Electricity bills are headed higher for British households even though costs in the wholesale market are falling, a phenomena that one utility blamed on the government and grid operators.
Bulb Energy Ltd. became the first energy supplier to raise its prices, citing higher network and policy costs. It blamed a 3% increase in the charges it pays for grid maintenance and expansion for the higher consumer rates.
Other suppliers will be facing similar pressures and are likely to raise prices too, said Stephen Murray, an energy specialist at MoneySuperMarket, a price comparison provider.
Suppliers usually make price changes in early April, Murray said. “I don’t think Bulb will be on their own.”
The amount that energy companies charge customers for power and gas has come under intense scrutiny in Britain with the energy regulator, Ofgem, enforcing a cap on the amount that customers on default tariffs have to pay.

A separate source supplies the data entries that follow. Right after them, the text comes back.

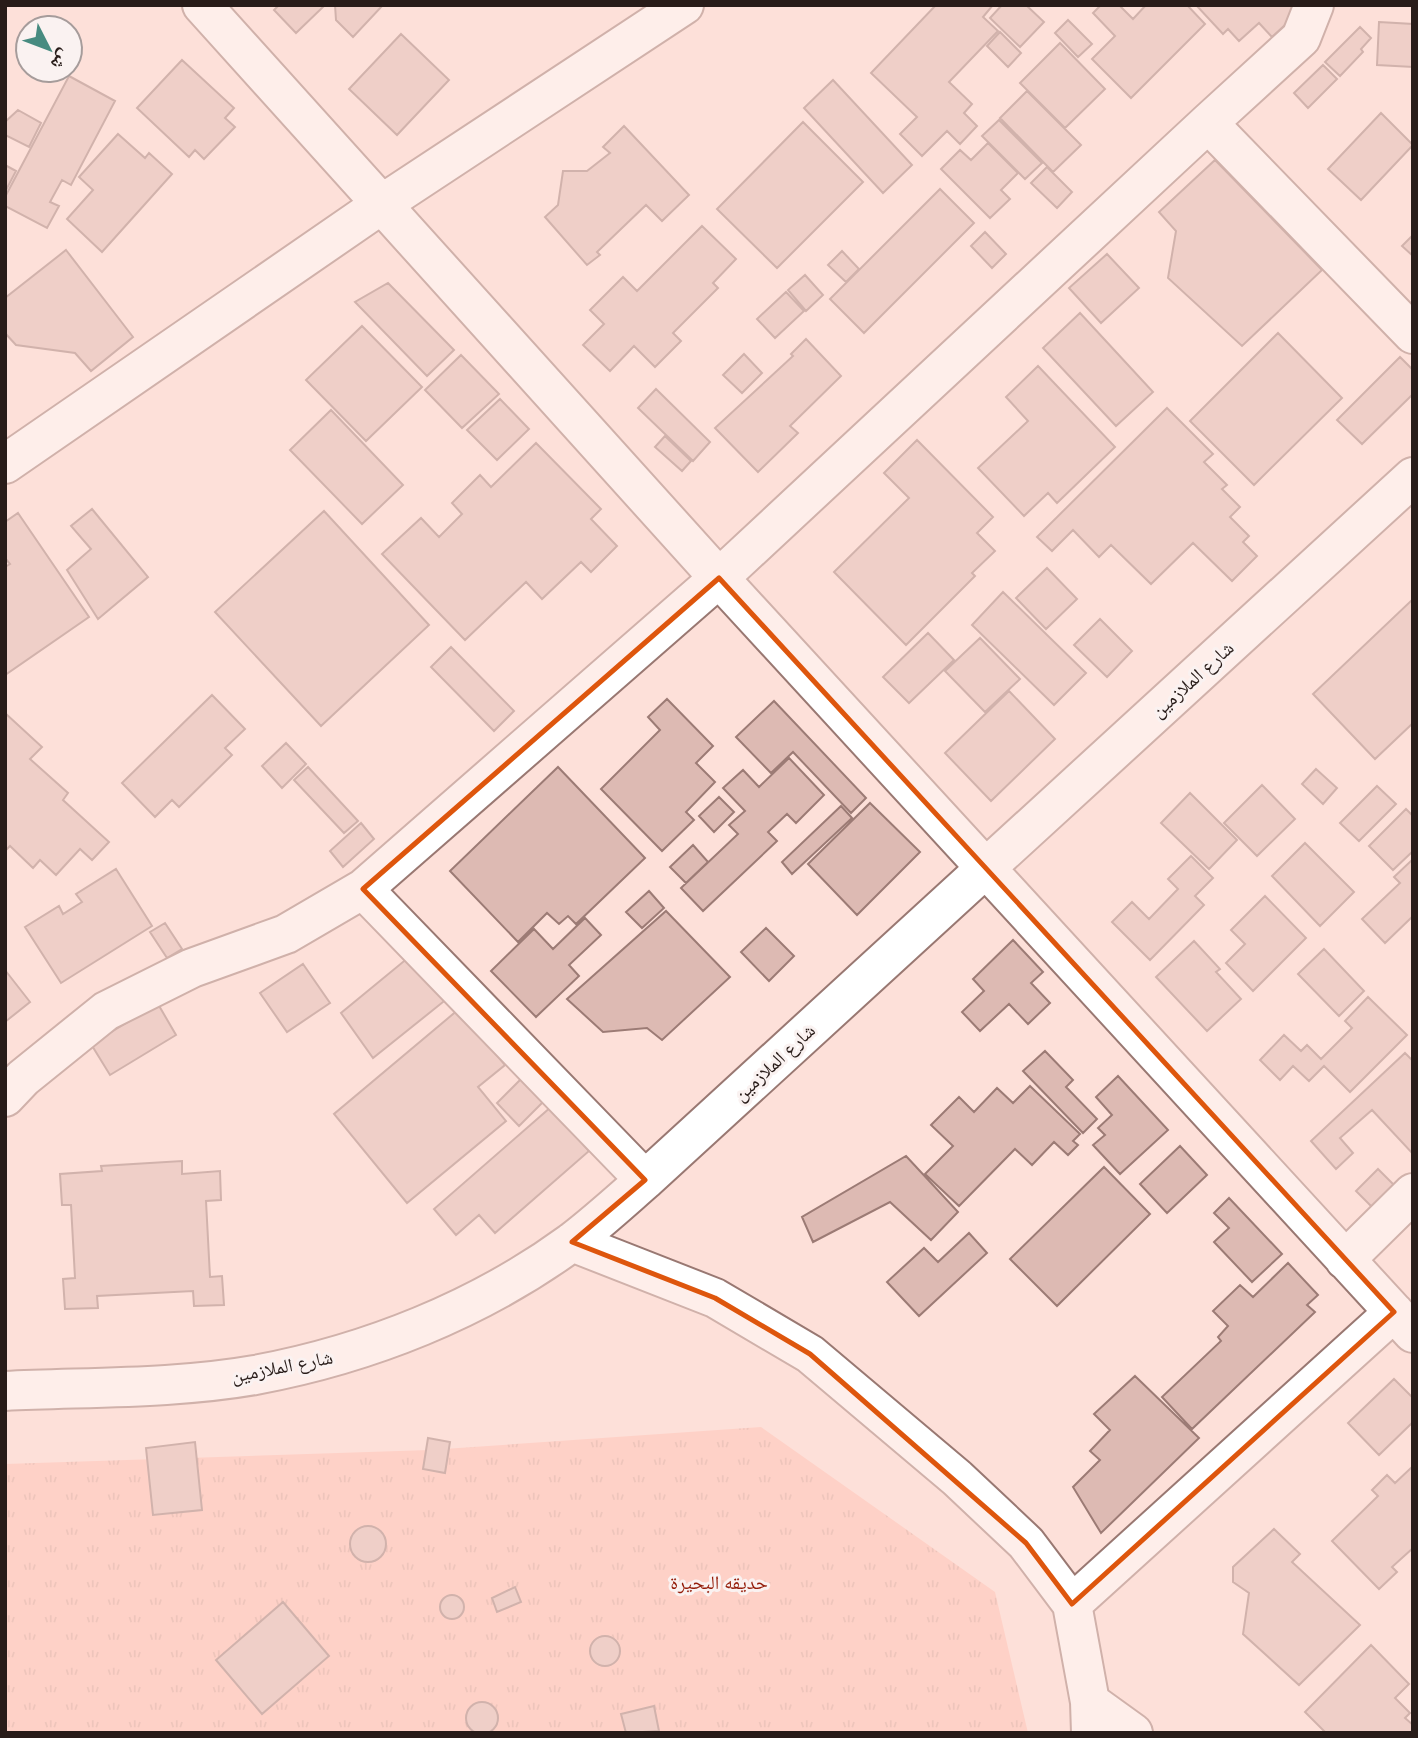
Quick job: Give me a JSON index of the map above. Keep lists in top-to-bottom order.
{
  "streets": {
    "street": ["شارع الملازمين"]
  },
  "parks": ["حديقه البحيرة"],
  "north": "bottom right"
}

With wholesale power prices 32% lower than a year ago consumers may struggle with the idea of bills rising.
Bulb’s justification is fair as policy and network costs are rising, according to Dan Starman, a consultant at Cornwall Insight Ltd. A model by Cornwall that includes 12 different charges on the domestic electricity bill shows these costs are expected to go up by about 6% year-on-year.
Bulb, a small energy supplier with 1.6 million customers, lowered its retail gas prices Monday due to “significant falls in wholesale costs.” Overall, a typical member using both electricity and gas will save 56 pounds per year. A typical member who only uses electricity will see an increase of 22 pounds per year.
Grid costs are set to increase even more. Last year, the U.K. became the first major country to target net-zero emissions by 2050. This will require the electrification of heating and transport causing a huge boost in demand. It’s likely that some policy intervention will be needed as falling gas costs will drive customers to use more of the fossil fuel rather than switch to greener options.